I have two ways to program the same functionality.
Method 1:
doTheWork(int action)
{
for(int i = 0 i < 1000000000; ++i)
{
doAction(action);
}
}
Method 2:
doTheWork(int action)
{
switch(action)
{
case 1:
for(int i = 0 i < 1000000000; ++i)
{
doAction<1>();
}
break;
case 2:
for(int i = 0 i < 1000000000; ++i)
{
doAction<2>();
}
break;
//-----------------------------------------------
//... (there are 1000000 cases here)
//-----------------------------------------------
case 1000000:
for(int i = 0 i < 1000000000; ++i)
{
doAction<1000000>();
}
break;
}
}
Let's assume that the function doAction(int action)
and the function template<int Action> doAction()
consist of about 10 lines of code that will get inlined at compile-time. Calling doAction(#)

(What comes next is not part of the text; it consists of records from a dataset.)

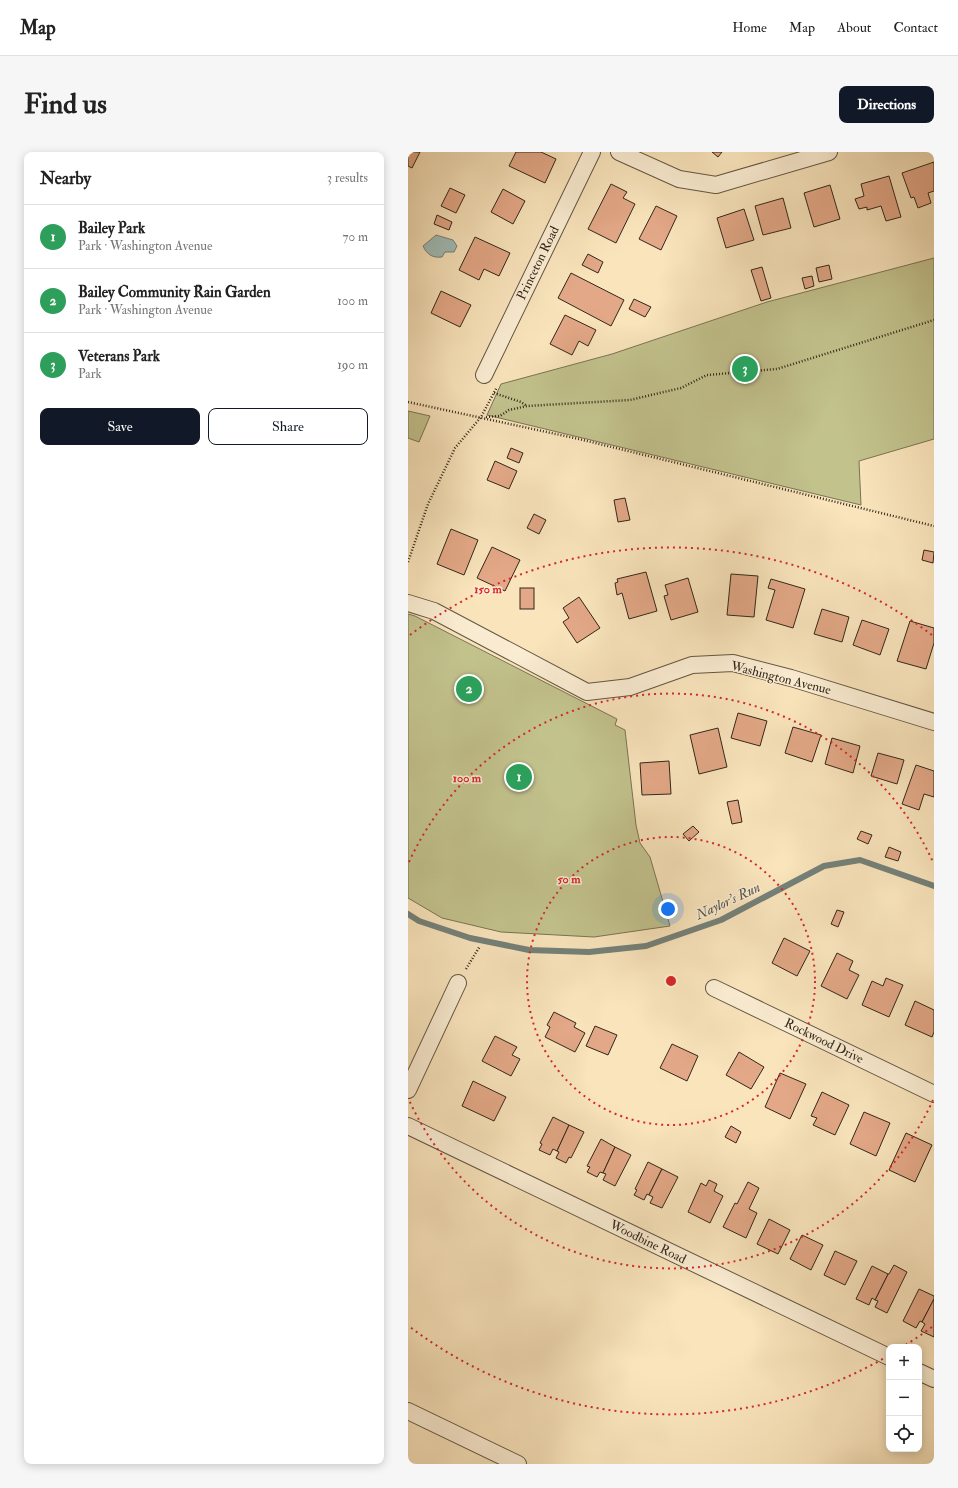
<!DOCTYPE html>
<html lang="en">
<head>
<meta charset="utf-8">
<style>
  :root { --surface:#fff; --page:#f6f6f6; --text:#222; --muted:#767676; --line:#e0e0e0; --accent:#111827 }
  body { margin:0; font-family:"IM FELL Double Pica",serif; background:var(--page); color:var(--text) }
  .controls { position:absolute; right:12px; bottom:12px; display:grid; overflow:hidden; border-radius:8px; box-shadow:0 2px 10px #0003 }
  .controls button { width:36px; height:36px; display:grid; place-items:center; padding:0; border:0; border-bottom:1px solid var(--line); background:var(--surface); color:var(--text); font:20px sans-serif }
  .you { position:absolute; left:260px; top:757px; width:14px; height:14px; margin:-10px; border:3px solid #fff; border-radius:50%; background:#1a73e8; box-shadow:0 0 0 6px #1a73e833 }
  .badge { display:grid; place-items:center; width:26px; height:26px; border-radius:50%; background:var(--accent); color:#fff; font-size:13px; font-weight:700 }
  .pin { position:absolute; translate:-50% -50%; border:2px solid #fff; box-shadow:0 1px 4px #0006 }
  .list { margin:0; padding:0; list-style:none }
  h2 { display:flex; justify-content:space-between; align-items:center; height:52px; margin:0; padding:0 16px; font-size:17px }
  h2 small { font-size:13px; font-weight:400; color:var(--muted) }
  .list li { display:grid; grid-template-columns:26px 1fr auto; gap:12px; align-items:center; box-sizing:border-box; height:64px; padding:0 16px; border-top:1px solid var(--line) }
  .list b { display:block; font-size:15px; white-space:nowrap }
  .list p { margin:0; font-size:13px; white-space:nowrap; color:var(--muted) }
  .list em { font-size:13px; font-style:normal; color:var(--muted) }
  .actions { display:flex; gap:8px; padding:12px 16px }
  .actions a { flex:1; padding:9px 0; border:1px solid var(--accent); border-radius:8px; text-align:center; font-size:14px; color:var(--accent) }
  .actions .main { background:var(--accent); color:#fff }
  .icon { flex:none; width:22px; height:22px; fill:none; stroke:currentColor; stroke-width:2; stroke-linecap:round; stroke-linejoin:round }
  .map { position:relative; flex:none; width:526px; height:1312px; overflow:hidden; border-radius:8px }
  header { display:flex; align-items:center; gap:24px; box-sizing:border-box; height:56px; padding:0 20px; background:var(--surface); border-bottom:1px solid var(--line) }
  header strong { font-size:19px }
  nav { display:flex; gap:22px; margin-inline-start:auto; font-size:14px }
  .intro { display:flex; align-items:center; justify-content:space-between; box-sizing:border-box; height:96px; padding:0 24px }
  h1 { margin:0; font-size:28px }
  .button { padding:10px 18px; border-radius:8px; background:var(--accent); color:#fff; font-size:14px; font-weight:700 }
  main { display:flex; gap:24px; padding:0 24px }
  aside { flex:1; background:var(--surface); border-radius:8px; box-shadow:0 2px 10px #0003 }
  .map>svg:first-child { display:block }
  .green { fill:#c2c28d; stroke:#7a7454 }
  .water { fill:#a0bdb8; stroke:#748179 }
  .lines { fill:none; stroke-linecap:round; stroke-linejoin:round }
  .stream { stroke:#748179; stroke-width:6 }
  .building { fill:#e3a887; stroke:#32271a }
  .street-casing { stroke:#645642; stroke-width:18 }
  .path { stroke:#32271a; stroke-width:2.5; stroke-dasharray:1 2; stroke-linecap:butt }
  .street { stroke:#fbedd3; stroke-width:16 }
  .ring { fill:none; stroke:#d62828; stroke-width:2; stroke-dasharray:2 4 }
  .labels { text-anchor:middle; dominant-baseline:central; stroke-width:3; stroke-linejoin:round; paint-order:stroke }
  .street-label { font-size:13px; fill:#32271a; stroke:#fbedd3 }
  .water-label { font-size:14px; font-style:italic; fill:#535449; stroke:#fbedd3 }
  .centre { fill:#d62828; stroke:#fbedd3; stroke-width:2 }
  .ring-label { font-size:12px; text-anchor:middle; font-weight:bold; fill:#d62828; stroke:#fbedd3; stroke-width:3; stroke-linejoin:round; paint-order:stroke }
</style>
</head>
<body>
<header>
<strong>Map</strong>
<nav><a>Home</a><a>Map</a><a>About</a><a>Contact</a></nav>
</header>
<div class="intro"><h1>Find us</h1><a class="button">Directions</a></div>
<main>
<aside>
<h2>Nearby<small>3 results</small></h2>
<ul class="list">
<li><span class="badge" style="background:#2e9e5b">1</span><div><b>Bailey Park</b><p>Park · Washington Avenue</p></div><em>70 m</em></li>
<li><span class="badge" style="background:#2e9e5b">2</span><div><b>Bailey Community Rain Garden</b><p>Park · Washington Avenue</p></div><em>100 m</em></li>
<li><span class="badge" style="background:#2e9e5b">3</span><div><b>Veterans Park</b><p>Park</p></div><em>190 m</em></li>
</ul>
<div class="actions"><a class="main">Save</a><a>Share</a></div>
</aside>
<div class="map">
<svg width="526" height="1312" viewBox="0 0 526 1312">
  <rect width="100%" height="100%" fill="#f9e4bc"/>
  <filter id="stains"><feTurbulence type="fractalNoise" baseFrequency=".005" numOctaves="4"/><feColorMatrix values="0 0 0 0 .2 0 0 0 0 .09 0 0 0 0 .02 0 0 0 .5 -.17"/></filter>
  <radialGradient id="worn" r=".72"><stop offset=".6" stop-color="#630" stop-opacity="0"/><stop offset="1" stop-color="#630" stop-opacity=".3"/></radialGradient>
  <!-- green -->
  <g class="green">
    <polygon points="526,106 526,287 451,309 453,353 79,263 93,232 204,202 359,150"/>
    <polygon points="0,259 22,264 11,290 0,286"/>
    <polygon points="0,462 7,464 209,567 207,573 217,578 228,673 232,691 242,705 262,774 186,785 93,780 34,766 0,746"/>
  </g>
  <!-- water -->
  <path class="water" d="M28,83L45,88L49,94L46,100H37L34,105C25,106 19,103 15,94Z"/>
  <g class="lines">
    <!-- stream -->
    <polyline class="stream" points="0,762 11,769 62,786 121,798 181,800 238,794 313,768 416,714 452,708 526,734"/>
  </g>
  <!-- building -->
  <g class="building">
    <polygon points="0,0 12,0 4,16 0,14"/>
    <polygon points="108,0 133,0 148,7 137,31 101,14"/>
    <polygon points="304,0 314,0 310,5"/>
    <polygon points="526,10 526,39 520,41 523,51 510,56 506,45 503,46 494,21"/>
    <polygon points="481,24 493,65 478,69 473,54 459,58 459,55 451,57 447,47 456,44 453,32"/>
    <polygon points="203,32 219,40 215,46 227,52 208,91 180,77"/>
    <polygon points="422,33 432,67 406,75 396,41"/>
    <polygon points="42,36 57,43 48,61 33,54"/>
    <polygon points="95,37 117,49 105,72 83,60"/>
    <polygon points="375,46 383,76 355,83 347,54"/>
    <polygon points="248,54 269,64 253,98 231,87"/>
    <polygon points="336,57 346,88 318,96 309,66"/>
    <polygon points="29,63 44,70 41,78 26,72"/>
    <polygon points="67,85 102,101 91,124 76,117 71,128 51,118"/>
    <polygon points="180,102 195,110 190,121 174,113"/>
    <polygon points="421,113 424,127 411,130 408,116"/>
    <polygon points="354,115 363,146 353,149 343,118"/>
    <polygon points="163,121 216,148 203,174 150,146"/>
    <polygon points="404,124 406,134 397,137 394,126"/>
    <polygon points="33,139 63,153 52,175 23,161"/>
    <polygon points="226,147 243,155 237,165 221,157"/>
    <polygon points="157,163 188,178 180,194 171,189 164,203 142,192"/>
    <polygon points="103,296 115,301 111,311 99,306"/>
    <polygon points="87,309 109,319 101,337 79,328"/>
    <polygon points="217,346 222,368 210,370 206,348"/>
    <polygon points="126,362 138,368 131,382 119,376"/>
    <polygon points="43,377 70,388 56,423 29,412"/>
    <polygon points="84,395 112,408 97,439 69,426"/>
    <polygon points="516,398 526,400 525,411 514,408"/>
    <polygon points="238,420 249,459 221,467 214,441 209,443 207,431 210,430 209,427"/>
    <polygon points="323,422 350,424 346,465 319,463"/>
    <polygon points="280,426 290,460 263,468 256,444 260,443 257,433"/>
    <polygon points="363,427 397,437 385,476 358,468 367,438 360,436"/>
    <rect x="112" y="436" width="14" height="21"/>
    <polygon points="171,445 192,476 169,491 155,470 161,466 155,456"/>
    <polygon points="414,457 441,465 434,490 406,482"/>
    <polygon points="454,468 481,477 472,503 445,493"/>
    <polygon points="502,469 526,476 526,491 518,517 489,509"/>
    <polygon points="330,561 359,569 352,594 323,586"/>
    <polygon points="385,575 413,583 404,610 377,601"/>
    <polygon points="310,576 319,615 291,622 282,583"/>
    <polygon points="424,586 452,594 445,621 417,612"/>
    <polygon points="470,601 496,608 489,632 463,624"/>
    <polygon points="261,609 263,642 234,643 232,611"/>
    <polygon points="508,613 526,619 526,645 516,642 511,658 494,652"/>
    <polygon points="330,648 334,670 324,672 319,650"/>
    <polygon points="285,674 291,680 281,689 275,682"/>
    <polygon points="453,679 464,683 460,692 449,687"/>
    <polygon points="481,695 493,700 490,709 477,705"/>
    <polygon points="429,758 436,760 430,775 423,772"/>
    <polygon points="376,786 402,799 389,824 364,811"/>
    <polygon points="429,801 445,809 441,818 451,823 439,847 413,834"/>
    <polygon points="478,826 495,833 481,865 454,853 464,829 475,834"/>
    <polygon points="507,849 526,858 526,880 524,885 497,873"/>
    <polygon points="146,860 168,871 166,875 177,881 167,900 137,885 142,875 139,873"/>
    <polygon points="187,874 209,883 200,903 178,894"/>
    <polygon points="87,884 109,895 104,903 112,907 103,924 74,909"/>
    <polygon points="264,892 290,904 279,929 252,916"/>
    <polygon points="331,900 356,915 343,937 318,923"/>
    <polygon points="372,921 398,932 382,967 357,955"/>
    <polygon points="65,929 98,945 86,969 54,954"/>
    <polygon points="414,940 441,953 427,983 405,973 409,966 403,964"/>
    <polygon points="456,960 482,971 468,1004 442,992"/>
    <polygon points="145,965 161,973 149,999 145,997 142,1003 131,998 134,992 132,991"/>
    <polygon points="161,973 176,980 163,1006 161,1005 158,1011 148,1006 151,1000 149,999"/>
    <polygon points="323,974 333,980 328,991 317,985"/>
    <polygon points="498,981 524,993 507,1030 481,1018"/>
    <polygon points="193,987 207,995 195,1021 192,1020 189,1025 179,1020 182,1015 179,1014"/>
    <polygon points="207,995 223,1003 207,1034 195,1028 198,1022 195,1021"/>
    <polygon points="240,1010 254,1017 241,1043 239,1042 236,1048 226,1043 229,1038 227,1037"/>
    <polygon points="254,1017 270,1025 254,1056 242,1051 245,1045 241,1043"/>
    <polygon points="301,1028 309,1032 306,1039 315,1044 302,1071 280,1060 293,1031 298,1034"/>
    <polygon points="340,1030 351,1036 341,1057 349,1061 338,1086 315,1075 327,1051 329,1052"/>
    <polygon points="361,1067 382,1078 370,1102 349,1092"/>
    <polygon points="394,1083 415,1093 403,1118 382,1107"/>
    <polygon points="427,1099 449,1109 437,1133 416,1123"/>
    <polygon points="486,1113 499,1120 479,1161 467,1155 470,1149 467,1148 480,1122 481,1122"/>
    <polygon points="464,1114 480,1122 467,1148 464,1146 461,1153 448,1147"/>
    <polygon points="511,1137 526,1144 526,1147 514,1170 512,1169 508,1176 495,1169"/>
    <polygon points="526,1147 526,1185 513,1179 517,1172 514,1170"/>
  </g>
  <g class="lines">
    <!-- street casing -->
    <g class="street-casing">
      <g id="street">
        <polyline points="211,0 271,27 308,33 421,0"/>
        <polyline points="76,223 184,0"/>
        <polyline points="0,451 26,459 179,540 222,535 284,513 325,511 383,526 526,570"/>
        <polyline points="306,836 526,942"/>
        <polyline points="0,938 50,831"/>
        <polyline points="0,974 481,1205"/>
        <polyline points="511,1220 526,1227"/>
        <polyline points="0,1259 110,1312"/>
      </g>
    </g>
    <!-- path -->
    <g class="path">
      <polyline points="86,241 113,250 119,254"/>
      <polyline points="0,250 171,287 526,374"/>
      <polyline points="78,265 92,264 101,258 119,254 222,248 273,236 299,223 369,217 526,168"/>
      <polyline points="0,410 20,352 47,296 73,265 89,235"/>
      <polyline points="58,817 72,794"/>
    </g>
    <!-- street -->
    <use href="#street" class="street"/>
  </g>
  <!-- distance rings -->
  <g class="ring">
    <circle cx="263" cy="829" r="144"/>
    <path d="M525 948A288 288 0 0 1 1 948M1 710A288 288 0 0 1 525 710"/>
    <path d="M524 1175A433 433 0 0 1 496 1194M480 1204A433 433 0 0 1 2 1175M2 483A433 433 0 0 1 524 483"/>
  </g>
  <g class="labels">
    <!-- street labels -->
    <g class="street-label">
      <text transform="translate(130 111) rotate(-64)">Princeton Road</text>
      <text transform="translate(373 526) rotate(14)">Washington Avenue</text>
      <text transform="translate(416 889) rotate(26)">Rockwood Drive</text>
      <text transform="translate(240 1090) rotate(26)">Woodbine Road</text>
    </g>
    <!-- water labels -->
    <g class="water-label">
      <text transform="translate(320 749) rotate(-25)">Naylor's Run</text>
    </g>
  </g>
  <circle cx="263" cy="829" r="6" class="centre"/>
  <g class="ring-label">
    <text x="80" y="441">150 m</text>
    <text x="59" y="630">100 m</text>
    <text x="161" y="731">50 m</text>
  </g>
  <rect width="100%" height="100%" filter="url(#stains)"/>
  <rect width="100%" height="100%" fill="url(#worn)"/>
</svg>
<div class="controls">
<button>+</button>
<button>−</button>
<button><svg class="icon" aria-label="locate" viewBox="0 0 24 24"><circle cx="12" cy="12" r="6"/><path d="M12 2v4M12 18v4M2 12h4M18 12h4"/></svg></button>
</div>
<div class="you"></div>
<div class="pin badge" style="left:111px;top:625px;background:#2e9e5b">1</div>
<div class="pin badge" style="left:61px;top:537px;background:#2e9e5b">2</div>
<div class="pin badge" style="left:337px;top:217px;background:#2e9e5b">3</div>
</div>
</main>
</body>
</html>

is equiavalent to doAction<#>()
in functionality, but the non-templated doAction(int value)
is somewhat slower than template<int Value> doAction()
, since some nice optimizations can be done in the code when the argument value is known at compile time.
So my question is, do all the millions of lines of code fill the CPU L1 cache (and more) in the case of the templated function (and thus degrade performance considerably), or does only the lines of doAction<#>()
inside the loop currently being run get cached?